According to the Employee Benefits Security Administration, when faced with circumstances that strongly suggest what a plan’s administrator believes might be a “sham” to defeat the plan’s distribution restriction, an administrator may inquire about a court order to evaluate whether it is a domestic-relations order under State law; but it’s unclear whether a plan administrator must do so. ERISA Adv. Op. 99-13A (Sept. 29, 1999). And an administrator “may inquire” only if, in the circumstances, doing so is prudent and does not burden the plan with an expense beyond a reasonable expense of administering the plan.
In a somewhat similar situation, trial and appeals courts held that, even assuming a 100% allocation to the nonparticipant, continued cohabitation of the former spouses, not informing family or friends about the divorce, other facts inconsistent with the “break-up” of a marriage, and remarriage promptly after the plan’s QDRO distribution, a plan’s administrator may not consider the participant’s and alternate payee’s motive for, or good faith in, obtaining a divorce. Brown v. Continental Airlines, Inc., 647 F.3d 221 (5th Cir. 2011).
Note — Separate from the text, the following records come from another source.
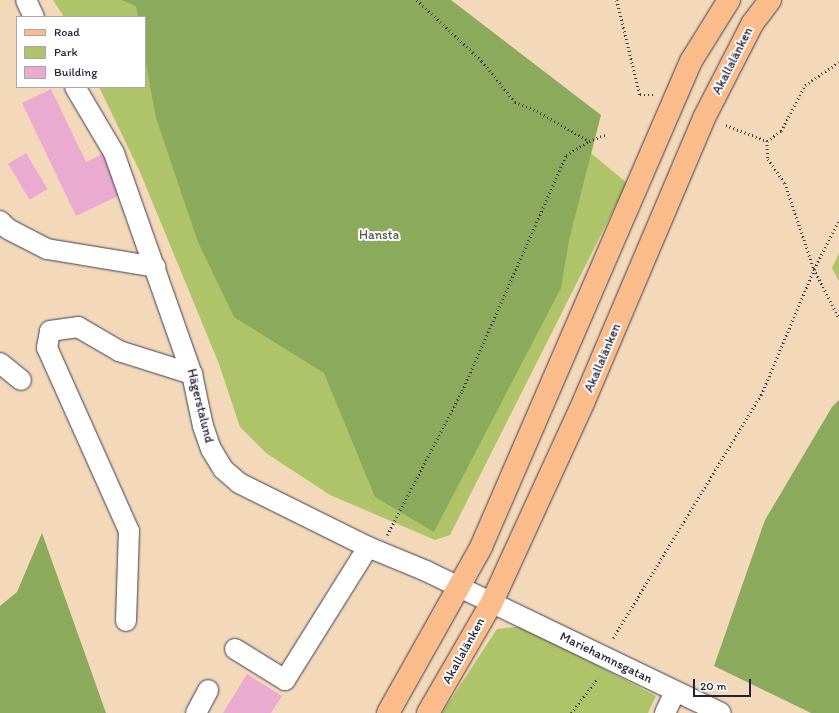 <!DOCTYPE html>
<html>
<head>
<meta charset="utf-8">
<style>
	body { margin:0 }
	#map { position:relative; width:839px; height:713px; overflow:hidden; background:#f3d9ba; font-family:Itim,sans-serif }
	div>[style] { position:absolute }
	.green>* { inset:0; background:#afc468 }
	.forest>* { inset:0; background:#8baa5c }
	.building>* { inset:0; background:#ebabd0; transform-origin:0 0 }
	.path>* { height:2.5px; margin-top:-1.25px; transform-origin:0; background:repeating-linear-gradient(90deg,#413d4e 0 1px,transparent 0 4px) }
	.roads { filter:drop-shadow(0 0 1px #413d4e) drop-shadow(0 0 1px #413d4e) }
	.minor>* { height:20px; margin:-10px; padding:0 10px; transform-origin:10px; border-radius:10px; background:#fff }
	.major>* { height:22px; margin:-11px; padding:0 11px; transform-origin:11px; border-radius:11px; background:#fabc8b }
	span { translate:-50% -50%; white-space:nowrap; text-align:center; line-height:1.15; -webkit-text-stroke:4px #fff; paint-order:stroke }
	.street-label { font-size:13px; color:#22223b }
	.park-label { font-size:13px; color:#535b4b }
	.legend { position:absolute; left:16px; top:16px; width:130px; height:72px; box-sizing:border-box; background:#fff; border:1px solid #a7a7b1; margin:0; padding:5px 7px; list-style:none; font-size:12px; color:#22223b }
	.legend li { display:flex; align-items:center; gap:8px; height:20px }
	.legend b { width:20px; border:1px solid #a7a7b1 }
	.scale { position:absolute; left:693px; top:679px; width:58px; height:18px; box-sizing:border-box; border:2px solid #22223b; border-top:0; padding-left:5px; font-size:12px; line-height:14px; white-space:nowrap; color:#22223b; -webkit-text-stroke:3px #fff; paint-order:stroke }
</style>
</head>
<body>
<div id="map">
	<div class="green">
		<div style="clip-path:polygon(53px 0,406px 0,627px 183px,450px 535px,435px 540px,330px 495px,266px 453px,240px 427px,219px 364px,140px 172px,99px 87px,145px 87px,145px 17px,64px 17px)"></div>
		<div style="clip-path:polygon(839px 253px,839px 281px,832px 268px)"></div>
		<div style="clip-path:polygon(522px 626px,656px 696px,648px 713px,442px 713px,497px 629px)"></div>
	</div>
	<div class="forest">
		<div style="clip-path:polygon(121px 0,451px 0,601px 115px,569px 240px,561px 288px,434px 532px,375px 497px,324px 373px,234px 317px,198px 242px,156px 118px,145px 58px,145px 17px,138px 17px,136px 6px)"></div>
		<div style="clip-path:polygon(839px 400px,839px 713px,811px 713px,714px 666px,765px 520px,832px 407px)"></div>
		<div style="clip-path:polygon(42px 533px,106px 713px,0 713px,0 606px,17px 592px)"></div>
	</div>
	<div class="building">
		<div style="clip-path:polygon(51px 89px,86px 162px,103px 154px,122px 194px,76px 216px,22px 103px)"></div>
		<div style="left:26px;top:153px;width:42px;height:21px;rotate:59deg"></div>
		<div style="clip-path:polygon(247px 674px,282px 696px,271px 713px,223px 713px)"></div>
	</div>
	<div class="path">
		<div style="left:417px;top:0;width:89px;rotate:43.2deg"></div>
		<div style="left:482px;top:61px;width:53px;rotate:51.2deg"></div>
		<div style="left:515px;top:102px;width:24px;rotate:22deg"></div>
		<div style="left:537px;top:111px;width:60px;rotate:30deg"></div>
		<div style="left:589px;top:141px;width:17px;rotate:-21deg"></div>
		<div style="left:617px;top:0;width:98px;rotate:76.4deg"></div>
		<div style="left:640px;top:95px;width:14px"></div>
		<div style="left:726px;top:125px;width:44px;rotate:21.3deg"></div>
		<div style="left:767px;top:141px;width:18px;rotate:87deg"></div>
		<div style="left:768px;top:159px;width:29px;rotate:55deg"></div>
		<div style="left:785px;top:183px;width:91px;rotate:71.4deg"></div>
		<div style="left:814px;top:269px;width:55px;rotate:63deg"></div>
		<div style="left:767px;top:141px;width:17px;rotate:-36deg"></div>
		<div style="left:781px;top:131px;width:52px;rotate:-62.4deg"></div>
		<div style="left:805px;top:85px;width:41px;rotate:-34.1deg"></div>
		<div style="left:387px;top:535px;width:162px;rotate:-62.5deg"></div>
		<div style="left:462px;top:391px;width:258px;rotate:-66.2deg"></div>
		<div style="left:566px;top:155px;width:27px;rotate:-31deg"></div>
		<div style="left:613px;top:638px;width:285px;rotate:-58.7deg"></div>
		<div style="left:761px;top:395px;width:137px;rotate:-67.2deg"></div>
		<div style="left:814px;top:269px;width:55px;rotate:-63deg"></div>
		<div style="left:571px;top:713px;width:44px;rotate:-52.4deg"></div>
	</div>
	<div class="roads">
		<div class="minor">
			<div style="left:26px;top:0;width:19px;rotate:65deg"></div>
			<div style="left:75px;top:87px;width:77px;rotate:59.4deg"></div>
			<div style="left:114px;top:153px;width:234px;rotate:70.6deg"></div>
			<div style="left:192px;top:374px;width:53px;rotate:78.1deg"></div>
			<div style="left:203px;top:426px;width:24px;rotate:71deg"></div>
			<div style="left:211px;top:449px;width:23px;rotate:59deg"></div>
			<div style="left:223px;top:469px;width:21px;rotate:41deg"></div>
			<div style="left:239px;top:483px;width:144px;rotate:26.4deg"></div>
			<div style="left:368px;top:547px;width:63px;rotate:22.5deg"></div>
			<div style="left:426px;top:571px;width:327px;rotate:25.7deg"></div>
			<div style="left:0;top:221px;width:11px;rotate:45deg"></div>
			<div style="left:8px;top:229px;width:44px;rotate:27.1deg"></div>
			<div style="left:47px;top:249px;width:110px;rotate:9.4deg"></div>
			<div style="left:0;top:363px;width:27px;rotate:39deg"></div>
			<div style="left:126px;top:621px;width:90px;rotate:-88.1deg"></div>
			<div style="left:129px;top:531px;width:201px;rotate:-114.1deg"></div>
			<div style="left:47px;top:348px;width:17px;rotate:-80deg"></div>
			<div style="left:50px;top:331px;width:28px;rotate:-8deg"></div>
			<div style="left:78px;top:327px;width:48px;rotate:30.3deg"></div>
			<div style="left:119px;top:351px;width:77px;rotate:17.5deg"></div>
			<div style="left:235px;top:649px;width:59px;rotate:31.8deg"></div>
			<div style="left:285px;top:680px;width:157px;rotate:-58deg"></div>
			<div style="left:196px;top:713px;width:26px;rotate:-62deg"></div>
			<div style="left:665px;top:713px;width:23px;rotate:-65deg"></div>
		</div>
		<div class="major">
			<div style="left:388px;top:713px;width:190px;rotate:-60.7deg"></div>
			<div style="left:481px;top:547px;width:529px;rotate:-66.63deg"></div>
			<div style="left:691px;top:61px;width:72px;rotate:-58.1deg"></div>
			<div style="left:428px;top:713px;width:128px;rotate:-60deg"></div>
			<div style="left:492px;top:602px;width:221px;rotate:-65.4deg"></div>
			<div style="left:584px;top:401px;width:307px;rotate:-67deg"></div>
			<div style="left:704px;top:118px;width:106px;rotate:-62.9deg"></div>
			<div style="left:752px;top:24px;width:30px;rotate:-53deg"></div>
		</div>
	</div>
	<div class="street-label">
		<span style="left:733px;top:61px;rotate:-63deg">Akallalänken</span>
		<span style="left:603px;top:358px;rotate:-67deg">Akallalänken</span>
		<span style="left:200px;top:406px;rotate:76deg">Hägerstalund</span>
		<span style="left:464px;top:651px;rotate:-61deg">Akallalänken</span>
		<span style="left:606px;top:658px;rotate:26deg">Mariehamnsgatan</span>
	</div>
	<div class="park-label">
		<span style="left:379px;top:235px">Hansta</span>
	</div>
	<ul class="legend">
	<li><b style="height:5px;background:#fabc8b"></b>Road</li>
	<li><b style="height:11px;background:#afc468"></b>Park</li>
	<li><b style="height:11px;background:#ebabd0"></b>Building</li>
	</ul>
	<div class="scale">20 m</div>
</div>
</body>
</html>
The 1999 Advisory Opinion is somewhat inconsistent with an earlier interpretation that an administrator need not (and, at least in some circumstances, should not) inquire into the correctness of an order under state law. ERISA Adv. Op. 92-17A (Aug. 21, 1992). Perhaps EBSA’s dividing line was that a fiduciary should not “sit idly by” in the face of what seems an obvious falsehood that does not require significant legal reasoning. But a fiduciary persuaded by the court’s reasoning in the Continental Airlines opinion might find that it need not, and perhaps should not, consider the participant’s and alternate payee’s motive for, or good faith in, obtaining a divorce. Further, because a court often may end a marriage with no showing of any grounds beyond either party’s assertion that the marriage is broken, a litigant might obtain a court’s order making no false statement of fact. If so, a plan’s administrator might not have “nformation indicating that an order was fraudulently obtained[.]”
The information (not advice) above is about a plan administrator’s need to get its lawyer’s advice about circumstances of the kind described. I don’t condone using a divorce or separation to defeat a retirement plan’s distribution restriction if the litigants otherwise would not seek or assent to the divorce or separation. And I don’t condone sales practices built on such a method.